The number eight played a significant part in the announcement of the 2015 Nobel Prize for Physiology or Medicine. The winners are all in their early 80s, namely 80-year-old Satoshi Omura, 85-year old William C. Campbell and 85-year-old Youyou Tu.
The three scientists were described as 'heroes in the truest sense of the word.' Their discoveries led to the production of antimicrobial drugs that saved millions of lives in countries suffering from elephantiasis, river blindness and malaria.
Campbell is an Irish parasitologist and biochemist at Drew University in Madison, New Jersey. Omura is a Japanese bioorganic chemist at Kitasato University in Tokyo, Japan and at Wesleyan University in Middletown, Connecticut. They will each receive 25 percent of the 2015 Nobel Prize in the category for their discovery of the avermectin and ivermectin compounds.
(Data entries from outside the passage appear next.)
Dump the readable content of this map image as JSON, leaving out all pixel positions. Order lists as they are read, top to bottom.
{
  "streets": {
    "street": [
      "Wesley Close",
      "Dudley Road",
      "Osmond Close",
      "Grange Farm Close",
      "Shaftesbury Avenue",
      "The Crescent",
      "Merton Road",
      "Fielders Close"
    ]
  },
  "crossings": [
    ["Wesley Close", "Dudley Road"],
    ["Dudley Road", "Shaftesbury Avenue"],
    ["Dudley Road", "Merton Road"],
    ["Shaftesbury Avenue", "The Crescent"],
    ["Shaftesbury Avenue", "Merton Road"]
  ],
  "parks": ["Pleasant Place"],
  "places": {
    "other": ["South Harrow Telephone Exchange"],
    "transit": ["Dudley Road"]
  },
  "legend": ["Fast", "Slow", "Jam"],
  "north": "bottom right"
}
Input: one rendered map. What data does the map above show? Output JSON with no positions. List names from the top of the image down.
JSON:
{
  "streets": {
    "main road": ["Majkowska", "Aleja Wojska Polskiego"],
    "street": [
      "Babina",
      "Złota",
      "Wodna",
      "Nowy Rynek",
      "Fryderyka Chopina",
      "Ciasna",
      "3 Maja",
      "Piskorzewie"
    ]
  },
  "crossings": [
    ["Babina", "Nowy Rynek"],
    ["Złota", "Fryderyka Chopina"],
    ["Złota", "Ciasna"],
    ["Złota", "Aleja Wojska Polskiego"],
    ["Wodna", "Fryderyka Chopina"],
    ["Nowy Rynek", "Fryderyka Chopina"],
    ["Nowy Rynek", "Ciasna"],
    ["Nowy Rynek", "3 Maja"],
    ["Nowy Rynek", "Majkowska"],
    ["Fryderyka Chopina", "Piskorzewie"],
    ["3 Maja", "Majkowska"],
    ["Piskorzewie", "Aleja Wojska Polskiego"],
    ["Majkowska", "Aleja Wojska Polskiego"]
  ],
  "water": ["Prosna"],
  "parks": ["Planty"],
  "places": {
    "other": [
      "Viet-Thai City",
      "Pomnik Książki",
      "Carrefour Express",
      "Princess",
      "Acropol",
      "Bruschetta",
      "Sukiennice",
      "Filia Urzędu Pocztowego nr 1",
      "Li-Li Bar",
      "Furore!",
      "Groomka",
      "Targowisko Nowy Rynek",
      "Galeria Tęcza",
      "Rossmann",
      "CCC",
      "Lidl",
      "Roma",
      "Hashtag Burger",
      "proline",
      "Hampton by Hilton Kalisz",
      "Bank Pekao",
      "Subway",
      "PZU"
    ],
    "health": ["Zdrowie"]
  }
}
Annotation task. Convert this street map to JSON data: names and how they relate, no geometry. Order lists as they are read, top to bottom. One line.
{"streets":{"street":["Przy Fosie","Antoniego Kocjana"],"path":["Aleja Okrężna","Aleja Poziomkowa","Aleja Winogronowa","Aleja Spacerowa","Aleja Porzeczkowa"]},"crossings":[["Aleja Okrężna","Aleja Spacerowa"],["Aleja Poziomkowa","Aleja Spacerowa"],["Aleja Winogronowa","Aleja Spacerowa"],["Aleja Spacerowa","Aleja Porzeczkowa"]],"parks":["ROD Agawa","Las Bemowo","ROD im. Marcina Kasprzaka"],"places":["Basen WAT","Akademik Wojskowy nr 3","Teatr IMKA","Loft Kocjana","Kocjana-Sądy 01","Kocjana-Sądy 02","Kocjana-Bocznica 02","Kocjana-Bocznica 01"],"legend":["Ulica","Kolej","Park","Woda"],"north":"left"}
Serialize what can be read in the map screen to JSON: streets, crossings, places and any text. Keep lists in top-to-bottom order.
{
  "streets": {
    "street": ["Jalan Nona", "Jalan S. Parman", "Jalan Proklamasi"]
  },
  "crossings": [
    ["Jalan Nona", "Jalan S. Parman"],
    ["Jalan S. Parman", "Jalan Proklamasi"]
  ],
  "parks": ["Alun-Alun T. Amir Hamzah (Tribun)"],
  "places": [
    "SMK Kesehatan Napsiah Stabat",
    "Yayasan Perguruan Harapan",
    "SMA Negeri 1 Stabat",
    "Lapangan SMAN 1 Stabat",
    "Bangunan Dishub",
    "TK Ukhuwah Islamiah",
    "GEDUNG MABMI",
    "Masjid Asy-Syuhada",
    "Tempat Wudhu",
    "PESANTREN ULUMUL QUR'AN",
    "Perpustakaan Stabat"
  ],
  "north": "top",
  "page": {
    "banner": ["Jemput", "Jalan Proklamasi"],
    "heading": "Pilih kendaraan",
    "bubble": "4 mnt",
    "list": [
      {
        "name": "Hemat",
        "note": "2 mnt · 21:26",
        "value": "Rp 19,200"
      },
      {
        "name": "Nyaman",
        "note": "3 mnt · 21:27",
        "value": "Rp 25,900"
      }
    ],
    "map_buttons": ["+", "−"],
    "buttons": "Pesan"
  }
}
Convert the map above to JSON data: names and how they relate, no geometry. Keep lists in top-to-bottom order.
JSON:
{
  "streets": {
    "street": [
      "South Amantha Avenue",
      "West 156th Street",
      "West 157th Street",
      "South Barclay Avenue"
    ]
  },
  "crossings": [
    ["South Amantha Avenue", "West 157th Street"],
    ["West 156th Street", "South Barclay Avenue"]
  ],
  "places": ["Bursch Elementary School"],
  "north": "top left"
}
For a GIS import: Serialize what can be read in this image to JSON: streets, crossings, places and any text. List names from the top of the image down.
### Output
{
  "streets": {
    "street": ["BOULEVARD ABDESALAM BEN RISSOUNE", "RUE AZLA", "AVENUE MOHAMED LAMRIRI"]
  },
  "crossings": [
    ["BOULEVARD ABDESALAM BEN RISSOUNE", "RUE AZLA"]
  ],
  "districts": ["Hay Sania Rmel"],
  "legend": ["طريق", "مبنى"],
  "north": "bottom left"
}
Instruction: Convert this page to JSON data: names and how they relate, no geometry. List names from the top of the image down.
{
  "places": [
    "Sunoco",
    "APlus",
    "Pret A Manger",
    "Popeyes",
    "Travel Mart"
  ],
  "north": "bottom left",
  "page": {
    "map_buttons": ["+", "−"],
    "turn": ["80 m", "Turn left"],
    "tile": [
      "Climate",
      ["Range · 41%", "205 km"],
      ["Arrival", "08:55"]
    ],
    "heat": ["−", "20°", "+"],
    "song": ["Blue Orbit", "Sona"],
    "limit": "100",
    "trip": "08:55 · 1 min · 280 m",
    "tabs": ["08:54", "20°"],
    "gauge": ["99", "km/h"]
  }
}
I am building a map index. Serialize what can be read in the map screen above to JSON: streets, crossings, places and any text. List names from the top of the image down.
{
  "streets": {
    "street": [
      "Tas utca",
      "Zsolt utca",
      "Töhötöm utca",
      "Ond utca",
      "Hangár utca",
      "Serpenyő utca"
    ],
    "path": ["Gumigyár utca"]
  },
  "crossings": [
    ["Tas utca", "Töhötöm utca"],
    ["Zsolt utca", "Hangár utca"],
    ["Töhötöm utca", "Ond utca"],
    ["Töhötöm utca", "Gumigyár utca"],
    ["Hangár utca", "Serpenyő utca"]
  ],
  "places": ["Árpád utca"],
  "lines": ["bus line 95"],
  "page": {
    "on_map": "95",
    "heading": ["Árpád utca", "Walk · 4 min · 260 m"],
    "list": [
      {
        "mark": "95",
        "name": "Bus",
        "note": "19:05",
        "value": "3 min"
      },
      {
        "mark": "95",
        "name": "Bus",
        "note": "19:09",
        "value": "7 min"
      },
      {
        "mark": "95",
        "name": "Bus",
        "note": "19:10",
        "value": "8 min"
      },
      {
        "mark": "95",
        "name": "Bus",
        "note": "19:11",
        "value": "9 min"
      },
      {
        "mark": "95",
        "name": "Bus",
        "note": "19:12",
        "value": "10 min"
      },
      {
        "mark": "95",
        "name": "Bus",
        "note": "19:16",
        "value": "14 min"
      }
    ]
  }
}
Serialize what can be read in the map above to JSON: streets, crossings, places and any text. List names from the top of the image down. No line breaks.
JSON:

Campbell's breakthrough dates back to 1975 during this work at a pharmaceutical company named Merck & Co. On the other side of the world, Omura was able to isolate new strains of Streptomyces bacteria from a soil sample he took at a Tokyo golf course. The Japanese professor then cultured the bacteria to see its effect on harmful microorganisms. Campbell then found that one of Omura's cultured bacteria can kill parasites in animals. The compound was called avermectin and it led to the creation of a new class of drugs that can kill parasitic larvae. The compound's biosimilar ivermectin is used as a preventive drug against lymphatic filariasis and river blindness. Ivermectin was able to reduce and prevent the numbers of people suffering from river blindness in Africa.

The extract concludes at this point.